Stored items:
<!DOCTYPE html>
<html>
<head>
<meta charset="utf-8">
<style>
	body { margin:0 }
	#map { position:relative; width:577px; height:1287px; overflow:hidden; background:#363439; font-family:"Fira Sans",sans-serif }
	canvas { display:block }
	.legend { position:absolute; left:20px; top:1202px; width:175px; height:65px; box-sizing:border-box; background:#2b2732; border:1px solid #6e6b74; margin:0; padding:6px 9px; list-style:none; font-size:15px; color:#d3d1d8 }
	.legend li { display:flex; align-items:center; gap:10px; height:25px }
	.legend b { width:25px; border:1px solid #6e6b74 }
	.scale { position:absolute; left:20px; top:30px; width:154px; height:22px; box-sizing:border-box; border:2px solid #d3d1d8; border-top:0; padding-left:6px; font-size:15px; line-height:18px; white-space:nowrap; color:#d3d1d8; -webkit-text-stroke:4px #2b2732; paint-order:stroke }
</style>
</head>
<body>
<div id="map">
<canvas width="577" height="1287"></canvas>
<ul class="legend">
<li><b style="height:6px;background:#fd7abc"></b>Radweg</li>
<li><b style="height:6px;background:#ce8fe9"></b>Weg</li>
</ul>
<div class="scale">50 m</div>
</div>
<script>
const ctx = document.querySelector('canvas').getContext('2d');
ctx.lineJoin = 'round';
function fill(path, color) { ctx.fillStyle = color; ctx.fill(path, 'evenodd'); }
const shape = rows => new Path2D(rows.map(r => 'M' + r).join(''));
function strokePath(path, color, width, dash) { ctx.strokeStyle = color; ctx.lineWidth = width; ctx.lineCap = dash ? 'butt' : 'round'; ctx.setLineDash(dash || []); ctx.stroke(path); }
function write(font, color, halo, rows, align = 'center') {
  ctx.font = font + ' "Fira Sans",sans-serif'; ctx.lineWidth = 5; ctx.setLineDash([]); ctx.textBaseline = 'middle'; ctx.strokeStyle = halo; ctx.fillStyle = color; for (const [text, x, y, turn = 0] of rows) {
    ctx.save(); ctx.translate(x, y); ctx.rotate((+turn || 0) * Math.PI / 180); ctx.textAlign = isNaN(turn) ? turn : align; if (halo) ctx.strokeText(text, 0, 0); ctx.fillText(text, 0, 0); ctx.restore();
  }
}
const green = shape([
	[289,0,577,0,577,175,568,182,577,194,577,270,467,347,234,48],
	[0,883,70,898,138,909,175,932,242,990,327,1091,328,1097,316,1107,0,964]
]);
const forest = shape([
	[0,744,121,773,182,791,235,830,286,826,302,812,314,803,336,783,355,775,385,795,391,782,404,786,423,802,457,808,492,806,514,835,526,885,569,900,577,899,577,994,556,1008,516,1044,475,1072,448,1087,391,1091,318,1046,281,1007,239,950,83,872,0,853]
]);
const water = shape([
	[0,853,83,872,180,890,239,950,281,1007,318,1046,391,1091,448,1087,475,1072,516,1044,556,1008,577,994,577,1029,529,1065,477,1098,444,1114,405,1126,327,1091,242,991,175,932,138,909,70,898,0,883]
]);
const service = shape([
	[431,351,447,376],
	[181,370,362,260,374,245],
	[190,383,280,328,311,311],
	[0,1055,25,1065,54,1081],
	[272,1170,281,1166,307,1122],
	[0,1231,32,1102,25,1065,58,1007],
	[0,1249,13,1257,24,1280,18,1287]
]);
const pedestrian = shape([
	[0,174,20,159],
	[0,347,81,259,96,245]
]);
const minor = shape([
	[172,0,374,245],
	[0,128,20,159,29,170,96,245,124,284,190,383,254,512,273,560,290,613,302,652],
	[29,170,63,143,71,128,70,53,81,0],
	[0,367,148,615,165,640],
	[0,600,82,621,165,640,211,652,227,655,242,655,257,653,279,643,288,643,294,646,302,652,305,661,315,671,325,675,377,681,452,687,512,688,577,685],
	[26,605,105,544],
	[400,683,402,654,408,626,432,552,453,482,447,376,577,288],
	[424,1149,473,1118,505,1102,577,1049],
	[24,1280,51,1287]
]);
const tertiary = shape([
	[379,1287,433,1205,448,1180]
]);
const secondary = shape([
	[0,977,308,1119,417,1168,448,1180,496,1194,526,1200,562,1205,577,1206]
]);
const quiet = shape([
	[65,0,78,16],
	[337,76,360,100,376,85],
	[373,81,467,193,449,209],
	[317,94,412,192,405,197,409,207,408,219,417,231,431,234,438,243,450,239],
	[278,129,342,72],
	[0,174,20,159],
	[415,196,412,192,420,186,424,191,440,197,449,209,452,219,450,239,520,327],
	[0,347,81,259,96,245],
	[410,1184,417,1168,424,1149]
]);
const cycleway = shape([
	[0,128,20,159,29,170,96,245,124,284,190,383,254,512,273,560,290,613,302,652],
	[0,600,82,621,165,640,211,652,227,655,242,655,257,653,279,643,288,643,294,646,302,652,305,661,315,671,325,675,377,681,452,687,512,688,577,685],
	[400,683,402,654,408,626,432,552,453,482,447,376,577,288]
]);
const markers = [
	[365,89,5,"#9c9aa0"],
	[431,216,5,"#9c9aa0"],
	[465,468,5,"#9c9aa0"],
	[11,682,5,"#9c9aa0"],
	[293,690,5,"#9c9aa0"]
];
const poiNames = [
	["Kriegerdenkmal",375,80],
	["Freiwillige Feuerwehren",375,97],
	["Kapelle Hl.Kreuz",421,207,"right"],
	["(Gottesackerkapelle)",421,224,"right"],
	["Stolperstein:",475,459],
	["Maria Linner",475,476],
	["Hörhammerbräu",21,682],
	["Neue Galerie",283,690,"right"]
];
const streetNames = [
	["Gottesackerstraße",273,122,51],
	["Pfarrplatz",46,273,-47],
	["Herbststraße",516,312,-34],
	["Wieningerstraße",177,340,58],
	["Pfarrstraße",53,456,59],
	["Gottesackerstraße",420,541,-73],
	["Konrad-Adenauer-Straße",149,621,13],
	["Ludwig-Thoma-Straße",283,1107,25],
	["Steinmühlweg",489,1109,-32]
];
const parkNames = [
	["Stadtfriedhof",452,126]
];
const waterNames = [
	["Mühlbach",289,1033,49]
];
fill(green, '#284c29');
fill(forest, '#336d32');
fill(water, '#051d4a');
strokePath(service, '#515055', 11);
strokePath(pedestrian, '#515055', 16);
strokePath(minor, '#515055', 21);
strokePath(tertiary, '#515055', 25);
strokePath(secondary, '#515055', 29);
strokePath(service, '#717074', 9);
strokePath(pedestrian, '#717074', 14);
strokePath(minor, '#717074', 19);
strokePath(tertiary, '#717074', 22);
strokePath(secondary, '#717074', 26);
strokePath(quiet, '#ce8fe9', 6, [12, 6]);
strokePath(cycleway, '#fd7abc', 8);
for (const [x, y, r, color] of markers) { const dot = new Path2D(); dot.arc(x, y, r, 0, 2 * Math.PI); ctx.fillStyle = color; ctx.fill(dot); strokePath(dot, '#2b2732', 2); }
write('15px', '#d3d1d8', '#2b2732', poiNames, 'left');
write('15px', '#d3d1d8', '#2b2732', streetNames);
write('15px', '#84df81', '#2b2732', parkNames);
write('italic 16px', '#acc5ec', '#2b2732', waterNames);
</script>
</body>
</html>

Task requirements: One stretch of the lines above is wanted, from the line that contains "width:25px; border:1px solid" through the line that contains "function fill(path, color)". Output it exactly.

Exercise solution:
	.legend b { width:25px; border:1px solid #6e6b74 }
	.scale { position:absolute; left:20px; top:30px; width:154px; height:22px; box-sizing:border-box; border:2px solid #d3d1d8; border-top:0; padding-left:6px; font-size:15px; line-height:18px; white-space:nowrap; color:#d3d1d8; -webkit-text-stroke:4px #2b2732; paint-order:stroke }
</style>
</head>
<body>
<div id="map">
<canvas width="577" height="1287"></canvas>
<ul class="legend">
<li><b style="height:6px;background:#fd7abc"></b>Radweg</li>
<li><b style="height:6px;background:#ce8fe9"></b>Weg</li>
</ul>
<div class="scale">50 m</div>
</div>
<script>
const ctx = document.querySelector('canvas').getContext('2d');
ctx.lineJoin = 'round';
function fill(path, color) { ctx.fillStyle = color; ctx.fill(path, 'evenodd'); }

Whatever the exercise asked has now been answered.